Increasing environmental protection in areas in and adjacent to existing nearshore MPAs would have significant conservation benefits. Coastal MPAs are also the most vulnerable to human impacts of all MPAs examined. Nearshore impacts from human development are numerous (e.g., pollution, nutrient runoff, sedimentation, light pollution) and cumulatively have a very large impact on habitat suitability.
Spatially, the rocky banks of the Oregon Coast would be a strategic choice for the creation of new MPAs. There is a large gap in existing MPAs from Northern California through Southern Washington. Oregon has very few MPAs in its state waters and there is a corresponding gap in federal MPAs. Moreover, this area boasts highly suitable habitat for most of the species examined in this report, and coastal Oregon consistently ranked highly in our prioritization of conservation value. In particular, the water from Heceta Bank to Cape Blanco were zoned as being of very high conservation value.

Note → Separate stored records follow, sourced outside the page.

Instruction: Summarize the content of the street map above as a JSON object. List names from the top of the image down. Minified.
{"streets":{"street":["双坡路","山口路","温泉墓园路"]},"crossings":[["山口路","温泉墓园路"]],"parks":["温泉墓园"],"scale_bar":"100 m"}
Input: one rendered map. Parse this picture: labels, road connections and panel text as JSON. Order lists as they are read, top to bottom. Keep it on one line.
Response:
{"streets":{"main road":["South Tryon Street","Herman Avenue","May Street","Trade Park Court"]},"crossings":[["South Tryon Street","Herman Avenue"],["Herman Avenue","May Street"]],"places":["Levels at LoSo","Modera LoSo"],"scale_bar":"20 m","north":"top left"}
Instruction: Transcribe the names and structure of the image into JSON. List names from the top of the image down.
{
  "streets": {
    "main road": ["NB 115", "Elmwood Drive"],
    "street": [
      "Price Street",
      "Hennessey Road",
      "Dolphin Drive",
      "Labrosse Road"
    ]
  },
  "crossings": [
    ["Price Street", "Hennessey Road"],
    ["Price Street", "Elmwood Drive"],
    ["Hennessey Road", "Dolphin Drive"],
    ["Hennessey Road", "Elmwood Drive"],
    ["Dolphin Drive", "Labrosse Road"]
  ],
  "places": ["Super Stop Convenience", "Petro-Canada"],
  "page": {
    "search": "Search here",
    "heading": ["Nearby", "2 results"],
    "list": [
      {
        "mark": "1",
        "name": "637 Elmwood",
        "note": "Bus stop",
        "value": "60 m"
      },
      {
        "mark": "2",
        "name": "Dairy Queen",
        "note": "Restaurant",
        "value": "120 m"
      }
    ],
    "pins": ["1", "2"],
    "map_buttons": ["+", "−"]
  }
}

National Marine Sanctuaries in the California Current are areas of high conservation value. They are also impacted by many local human activities that could potentially be regulated. Sanctuaries are generally less impacted by land-based activity (with the notable exceptions of sediment runoff and climate change), so regulation of the sanctuaries themselves can have more influence on overall ecosystem health. Increasing the regulation of commercial fishing would have benefits for all sanctuaries, as would zoning portions of the sanctuary as no-take areas. Olympic Coast National Marine Sanctuary (NMS) would benefit from additional restrictions on commercial fishing. All sanctuaries except for Olympic Coast NMS are substantially impacted by shipping traffic, so redesigning shipping lanes and/or restricting dumping (especially from cruise ships, which have exemptions under many NMS regulations) would be helpful. Olympic Coast is less affected by human impacts and is a good candidate for preservation from future potential impacts. It is also a good candidate for expansion, as adjacent areas have a high conservation value.
Of the habitats examined, our analysis found seamounts to be of high conservation value. Seamounts, designated as Habitat Areas of Particular Concern by and for regional fisheries management, provide unique habitat for many species. They are also relatively rare habitats. While most seamounts do occur within existing MPAs, these are MPAs that do not have major restrictions on human activity vis-à-vis seamount habitats and many of the species that use them. Strengthening the protection of seamounts in the California Current would have significant conservation benefits relative to the total area protected.